Some of that may sound silly, and parts of TrollHunter are silly. But it has the courage of its traditions. The essence of the story, like that of Blair Witch, is that we may get pushed to consider there are things we don't understand. As with some sci-fi stories, there is also an element of conspiracy here, because the troll hunter works for the government, and part of his job is to cover up. It's a government secret, perhaps an embarrassing one, that there are such creatures. There's tragedy too. The trolls, who exist in rich variety, or did, are dwindling in numbers, decimated by government thinning-out. They're an endangered species. And they suffer when they die, sometimes horribly. Hans suffers with them. He's also fed up with being overworked, one of the main reasons he breaks the rules and allows the young crew to film him.

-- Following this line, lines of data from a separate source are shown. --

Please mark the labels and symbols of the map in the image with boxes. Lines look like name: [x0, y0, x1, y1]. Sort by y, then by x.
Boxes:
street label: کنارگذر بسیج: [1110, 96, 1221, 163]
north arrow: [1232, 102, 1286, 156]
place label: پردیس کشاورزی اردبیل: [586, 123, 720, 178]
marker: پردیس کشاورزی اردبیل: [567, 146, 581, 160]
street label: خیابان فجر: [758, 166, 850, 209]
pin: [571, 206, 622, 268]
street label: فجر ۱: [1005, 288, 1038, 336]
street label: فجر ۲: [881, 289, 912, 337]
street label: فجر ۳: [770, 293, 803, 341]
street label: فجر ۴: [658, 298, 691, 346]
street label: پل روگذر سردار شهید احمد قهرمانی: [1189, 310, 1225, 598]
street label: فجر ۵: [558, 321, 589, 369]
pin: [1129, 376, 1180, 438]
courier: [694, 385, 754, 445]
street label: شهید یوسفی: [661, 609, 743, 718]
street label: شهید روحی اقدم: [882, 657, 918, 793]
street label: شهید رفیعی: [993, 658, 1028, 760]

The reason why such movies can work is that while multi-million-dollar Hollywood spectaculars make you "believe" by the strength of their state-of-the art editing and eye-popping special effects, these ones seem more real because "reality" isn't a special effect and tends to be rather clunky. The clunkier the video or pseudo-video is, the more we feel like a real person was there filming a real event. Jump cuts and jumpy camera, images shot with only a flashlight, green night vision camera shots, all contribute to an effect that, even with the annoying audience, made me feel I was following these people around. The climactic finale (with its abrupt, mysterious and troubling ending) was very grand. The whole film is in rich, resonant Norwegian -- a language that takes us much closer to Anglo-Saxon, whose poetry sings of sea monsters and battles with dragons. The harsh far north scenery of this Norwegian film has a raw, exotic beauty; it provides a rich visual language to mitigate the deliberately ugly camerawork.

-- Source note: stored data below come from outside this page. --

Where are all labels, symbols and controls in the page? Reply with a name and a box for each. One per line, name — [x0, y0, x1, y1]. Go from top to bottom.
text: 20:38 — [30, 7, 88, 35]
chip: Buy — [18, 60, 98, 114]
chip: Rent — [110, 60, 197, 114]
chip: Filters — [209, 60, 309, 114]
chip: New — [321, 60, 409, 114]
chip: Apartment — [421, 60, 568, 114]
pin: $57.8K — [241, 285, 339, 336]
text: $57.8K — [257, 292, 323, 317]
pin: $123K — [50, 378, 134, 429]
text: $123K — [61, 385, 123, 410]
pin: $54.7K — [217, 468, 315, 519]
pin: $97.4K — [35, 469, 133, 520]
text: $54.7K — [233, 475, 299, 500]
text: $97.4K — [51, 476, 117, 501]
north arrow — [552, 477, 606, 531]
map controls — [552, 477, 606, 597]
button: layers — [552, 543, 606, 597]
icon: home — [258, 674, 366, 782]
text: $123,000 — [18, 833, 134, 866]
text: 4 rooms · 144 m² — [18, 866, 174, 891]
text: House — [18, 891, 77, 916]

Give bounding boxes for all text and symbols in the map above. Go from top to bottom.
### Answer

I was a little too distracted to judge, but it seemed like TrollHunter could be an original example of the cinematic literature of modern people clashing with mythical creatures. If you like this sort of thing you should go see it. Just watch out where. Don't be distracted by gigglers. Peter Debruge of Variety calls this movie an "enormously entertaining chiller," and I think he might be right. I wish I could have enjoyed it undistracted. As Sartre once said, hell is other people -- sometimes anyway, when they're crowding the seats around you with distracting attitude.
TrollHunter debuted in the US at Sundance in January, and opened in US cinemas Jun 10th. It comes to the UK in September 2011.